I think that it's important not to over-react to these events. Your child's chances of being shot by a crazy person at school have to be vanishingly small. Yeah, it's scary, and most schools have stupid policies. But I wouldn't send them to a school other than the best educational match due to weapons policies.
This makes a ton of sense. Weapons policy is not going to be a choice factor for anyone but the die-hard 2A or gun advocates. Minor.
But the problem of susceptibility to a Cho/VT-like incident remains.
That is the problem that should concern everyone (students, parents, staff, faculty, BOR, UP, etc.).
The university is clearly and directly responsible for the safety of the people on the campus.

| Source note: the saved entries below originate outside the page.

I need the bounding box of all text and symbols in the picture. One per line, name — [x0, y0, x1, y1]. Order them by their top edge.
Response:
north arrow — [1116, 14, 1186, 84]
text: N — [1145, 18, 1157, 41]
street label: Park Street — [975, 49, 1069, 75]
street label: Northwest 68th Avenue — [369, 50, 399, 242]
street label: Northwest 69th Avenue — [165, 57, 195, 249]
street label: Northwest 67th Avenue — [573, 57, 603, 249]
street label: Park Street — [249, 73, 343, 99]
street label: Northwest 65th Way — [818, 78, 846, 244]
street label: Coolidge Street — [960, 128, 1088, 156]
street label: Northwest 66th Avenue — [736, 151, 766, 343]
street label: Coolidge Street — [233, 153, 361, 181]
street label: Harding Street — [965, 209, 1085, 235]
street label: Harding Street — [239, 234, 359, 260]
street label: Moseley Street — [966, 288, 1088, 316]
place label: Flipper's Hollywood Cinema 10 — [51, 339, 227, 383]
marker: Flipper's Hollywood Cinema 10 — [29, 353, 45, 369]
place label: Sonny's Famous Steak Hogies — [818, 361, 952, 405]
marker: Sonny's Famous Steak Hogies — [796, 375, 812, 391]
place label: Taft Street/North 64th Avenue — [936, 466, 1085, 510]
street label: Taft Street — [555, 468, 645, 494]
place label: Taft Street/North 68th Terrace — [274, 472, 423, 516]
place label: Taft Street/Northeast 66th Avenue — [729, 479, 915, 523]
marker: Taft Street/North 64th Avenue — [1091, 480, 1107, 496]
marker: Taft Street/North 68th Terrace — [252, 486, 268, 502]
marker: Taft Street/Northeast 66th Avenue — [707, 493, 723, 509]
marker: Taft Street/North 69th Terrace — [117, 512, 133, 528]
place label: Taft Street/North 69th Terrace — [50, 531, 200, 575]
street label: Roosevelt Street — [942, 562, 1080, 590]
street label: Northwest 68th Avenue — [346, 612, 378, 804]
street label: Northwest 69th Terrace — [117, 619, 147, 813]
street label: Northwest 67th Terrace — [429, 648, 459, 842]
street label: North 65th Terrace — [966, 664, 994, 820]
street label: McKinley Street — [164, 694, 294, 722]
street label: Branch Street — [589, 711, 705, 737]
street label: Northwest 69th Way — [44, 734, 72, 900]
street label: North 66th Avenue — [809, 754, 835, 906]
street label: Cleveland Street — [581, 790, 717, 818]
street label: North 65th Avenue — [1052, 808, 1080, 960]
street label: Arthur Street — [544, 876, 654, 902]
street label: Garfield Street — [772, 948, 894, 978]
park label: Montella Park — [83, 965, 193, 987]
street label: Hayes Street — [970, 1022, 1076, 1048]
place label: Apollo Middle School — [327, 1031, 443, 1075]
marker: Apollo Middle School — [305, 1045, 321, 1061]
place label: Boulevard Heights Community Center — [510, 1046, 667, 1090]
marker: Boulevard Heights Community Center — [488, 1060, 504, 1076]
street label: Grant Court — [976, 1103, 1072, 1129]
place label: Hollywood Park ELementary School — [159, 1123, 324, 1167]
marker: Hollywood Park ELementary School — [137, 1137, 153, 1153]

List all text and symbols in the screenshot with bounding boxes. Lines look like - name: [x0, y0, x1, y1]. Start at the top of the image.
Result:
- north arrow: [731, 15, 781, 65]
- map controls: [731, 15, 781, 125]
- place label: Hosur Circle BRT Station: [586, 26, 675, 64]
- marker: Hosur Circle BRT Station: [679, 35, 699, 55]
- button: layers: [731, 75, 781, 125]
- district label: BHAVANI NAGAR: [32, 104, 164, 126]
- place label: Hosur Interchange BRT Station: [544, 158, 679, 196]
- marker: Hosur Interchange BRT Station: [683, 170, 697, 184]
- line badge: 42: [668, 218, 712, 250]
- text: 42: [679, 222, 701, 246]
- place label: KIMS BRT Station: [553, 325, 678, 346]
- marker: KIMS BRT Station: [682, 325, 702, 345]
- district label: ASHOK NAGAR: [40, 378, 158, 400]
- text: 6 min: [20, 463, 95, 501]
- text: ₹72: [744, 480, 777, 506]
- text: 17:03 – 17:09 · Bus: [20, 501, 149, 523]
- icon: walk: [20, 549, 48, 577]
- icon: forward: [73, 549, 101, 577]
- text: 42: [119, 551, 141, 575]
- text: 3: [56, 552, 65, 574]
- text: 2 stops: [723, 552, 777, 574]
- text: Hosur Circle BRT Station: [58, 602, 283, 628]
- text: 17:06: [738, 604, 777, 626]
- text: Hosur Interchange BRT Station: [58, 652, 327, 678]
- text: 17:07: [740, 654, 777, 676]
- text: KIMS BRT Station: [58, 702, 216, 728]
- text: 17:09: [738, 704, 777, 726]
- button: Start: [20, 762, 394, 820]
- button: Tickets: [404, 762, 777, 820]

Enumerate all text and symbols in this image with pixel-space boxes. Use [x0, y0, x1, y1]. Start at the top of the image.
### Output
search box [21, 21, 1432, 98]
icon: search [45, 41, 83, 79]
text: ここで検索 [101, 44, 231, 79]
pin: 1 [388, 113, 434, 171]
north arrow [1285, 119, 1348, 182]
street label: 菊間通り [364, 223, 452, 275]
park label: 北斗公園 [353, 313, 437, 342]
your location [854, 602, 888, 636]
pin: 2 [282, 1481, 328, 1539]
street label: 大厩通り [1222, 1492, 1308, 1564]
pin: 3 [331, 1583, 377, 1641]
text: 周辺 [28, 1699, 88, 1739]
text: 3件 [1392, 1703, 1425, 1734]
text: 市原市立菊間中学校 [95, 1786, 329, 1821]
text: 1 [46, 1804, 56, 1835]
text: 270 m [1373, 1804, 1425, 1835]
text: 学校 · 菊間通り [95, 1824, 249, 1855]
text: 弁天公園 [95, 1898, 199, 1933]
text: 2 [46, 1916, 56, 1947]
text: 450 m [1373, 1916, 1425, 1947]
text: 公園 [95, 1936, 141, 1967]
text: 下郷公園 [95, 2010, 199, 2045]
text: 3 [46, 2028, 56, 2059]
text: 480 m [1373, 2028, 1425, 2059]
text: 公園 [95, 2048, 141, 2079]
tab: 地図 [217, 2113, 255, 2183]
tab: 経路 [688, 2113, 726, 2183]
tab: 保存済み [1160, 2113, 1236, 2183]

I question whether the average university today has an adequate plan to deter and/or prevent Cho/VT incidents.
Universities are simply not being pressed enough to make them have an effective defense/deterence plan. This is astonishing, considering the stakes involved and the actual political and cultural power of the two most important constituencies involved--parents and students.
Seems to me that even if one is now totally in favor of arming students/staff in any manner, to any degree, that they should be pressing the universities to explain and justify their current plans and defenses against a Cho-like attack.
And pressing hard.
Even if the university system will be changed to allow students/staff to be armed (which I doubt), it will take years for that to happen. What about the students' risk NOW? Today?
I see no reason why another Cho-attack can't happen this fall semester. Or a terrorist attack. Universities
always tout a very low safety risk on their campuses. And history does support those kinds of claims. But historical data are neither relevant nor useful for anomalies like Cho.